The "udp-proxy" instance on this worker node binds to the VIP and assumes the role of the active "udp-proxy" POD. All "udp-proxy" instances in other worker nodes remain in the standby mode.

Node Monitoring Pod

Node monitor pod runs on all Kubernetes nodes, such as master and worker nodes to periodically check the operating state of other nodes. The nodes might become unreachable due to network issue or hardware transient issue.

Depending on the operating state of nodes, the node monitor pod switches to different modes. SMF uses nodemonitor CLI command in Global Configuration mode to switch between the modes.

The following configuration section provides more information on the command and modes.

Configure Node Monitoring Pod

The node monitoring pod switches to different modes to resolve the hardware transient issues.

To switch between the modes, use the following sample configuration:

config 
   nodemonitor mode { 0 | 1 | 2 | 3 interval wait_time } 
   end 

NOTES:

  • nodemonitor mode { 0 | 1 | 2 | 3 interval wait_time }

    • mode 0 —Disables the node monitoring functionality.

    • mode 1 —Enables the node monitoring and performs self-reboot only after reaching a hardcoded value of 2 seconds when two or more nodes are not reachable. This is the default setting.

    • mode 2 —Enables the node monitoring and performs self-reboot when two or more nodes are not reachable but not all the nodes.

    • mode 3 interval wait_time —Specify the time interval in seconds, after which the node monitoring pod is rebooted when two or more nodes are not reachable.

      wait_time must be an integer in the range of 5–300.

Configuration Example

The following is an example of node monitoring pod configuration.

config 
   nodemonitor mode 3 interval 15 
   end 

As per this example, the node monitoring pod waits for 15 seconds and then performs self-reboot when two or nodes are not reachable.

Configuration Verification

To verify the configuration, use the show running-config nodemonitor command.

The output of this show command displays the configuration related to mode of the node monitoring pod.

smf# show running-config nodemonitor 
nodemonitor mode 3 interval 15 

Services

The SMF configuration consists of several microservices that run on a set of discrete pods. Microservices are deployed during the SMF deployment. SMF uses these services to enable communication between the pods. When interacting with another pod, the service identifies the pod's IP address to initiate the transaction and acts as an endpoint for the pod.

The following table describes the SMF services and the pod on which they run.
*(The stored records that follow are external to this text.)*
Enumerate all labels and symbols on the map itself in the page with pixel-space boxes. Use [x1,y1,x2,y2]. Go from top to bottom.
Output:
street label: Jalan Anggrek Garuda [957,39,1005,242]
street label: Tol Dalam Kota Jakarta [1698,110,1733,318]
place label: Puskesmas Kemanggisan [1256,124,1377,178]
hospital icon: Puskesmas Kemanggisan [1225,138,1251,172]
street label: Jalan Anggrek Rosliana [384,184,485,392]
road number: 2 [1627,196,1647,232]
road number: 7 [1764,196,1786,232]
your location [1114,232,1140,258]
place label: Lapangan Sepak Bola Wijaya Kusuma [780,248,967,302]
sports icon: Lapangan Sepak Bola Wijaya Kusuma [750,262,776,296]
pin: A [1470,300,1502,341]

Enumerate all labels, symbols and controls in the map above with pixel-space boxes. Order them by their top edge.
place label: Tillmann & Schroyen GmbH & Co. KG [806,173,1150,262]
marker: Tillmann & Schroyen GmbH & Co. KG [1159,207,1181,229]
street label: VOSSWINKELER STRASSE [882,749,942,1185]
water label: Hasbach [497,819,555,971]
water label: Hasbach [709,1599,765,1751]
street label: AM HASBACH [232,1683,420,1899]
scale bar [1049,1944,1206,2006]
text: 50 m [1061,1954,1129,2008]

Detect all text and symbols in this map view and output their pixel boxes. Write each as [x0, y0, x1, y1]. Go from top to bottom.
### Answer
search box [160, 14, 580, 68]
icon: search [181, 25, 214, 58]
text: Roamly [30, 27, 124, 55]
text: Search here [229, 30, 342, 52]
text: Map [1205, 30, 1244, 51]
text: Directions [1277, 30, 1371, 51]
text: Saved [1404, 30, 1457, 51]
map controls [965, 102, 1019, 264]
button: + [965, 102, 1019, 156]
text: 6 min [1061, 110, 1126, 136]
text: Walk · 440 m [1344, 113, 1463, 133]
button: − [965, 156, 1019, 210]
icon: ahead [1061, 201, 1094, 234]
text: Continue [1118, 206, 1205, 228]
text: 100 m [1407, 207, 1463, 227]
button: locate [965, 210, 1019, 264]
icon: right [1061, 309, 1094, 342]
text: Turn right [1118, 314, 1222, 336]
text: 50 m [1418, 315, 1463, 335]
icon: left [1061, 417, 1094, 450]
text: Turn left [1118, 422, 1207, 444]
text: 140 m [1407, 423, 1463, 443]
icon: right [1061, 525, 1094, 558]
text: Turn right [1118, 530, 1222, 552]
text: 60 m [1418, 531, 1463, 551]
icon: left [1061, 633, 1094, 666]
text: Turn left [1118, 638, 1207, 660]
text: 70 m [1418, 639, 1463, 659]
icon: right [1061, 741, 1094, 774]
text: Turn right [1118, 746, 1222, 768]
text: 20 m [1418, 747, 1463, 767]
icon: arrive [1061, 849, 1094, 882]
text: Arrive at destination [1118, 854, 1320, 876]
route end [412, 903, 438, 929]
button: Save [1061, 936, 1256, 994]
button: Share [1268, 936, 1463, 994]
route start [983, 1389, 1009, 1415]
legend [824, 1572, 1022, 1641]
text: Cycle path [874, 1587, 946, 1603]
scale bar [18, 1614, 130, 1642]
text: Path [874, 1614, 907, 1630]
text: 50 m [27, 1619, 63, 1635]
Table 4. SMF Services and Pods
Service Name Pod Name Description
base-entitlement-smf base-entitlement-smf Supports Smart Licensing feature.
bgpspeaker-pod bgpspeaker Dynamic routing for L3 route management and BFD monitoring
datastore-ep-session cdl-ep-session Responsible for the CDL session.
datastore-notification-ep smf-rest-ep Responsible for sending the notifications from the CDL to the smf-service through smf-rest-ep.
datastore-tls-ep-session cdl-ep-session Responsible for the secure CDL connection.

diameter-ep-gx-client

diameter-ep-gx-client

Responsible for sending gRPC messages to Diameter endpoint for Credit Control messages, which are converted to Diameter CCR messages by Diameter endpoint and sent to the Gx server.

diameter-ep-gy-client

diameter-ep-gy-client

Responsible for sending gRPC messages to Diameter endpoint for Credit Control Messages, which are converted to Diameter CCR messages by Diameter endpoint and sent to the Gy server.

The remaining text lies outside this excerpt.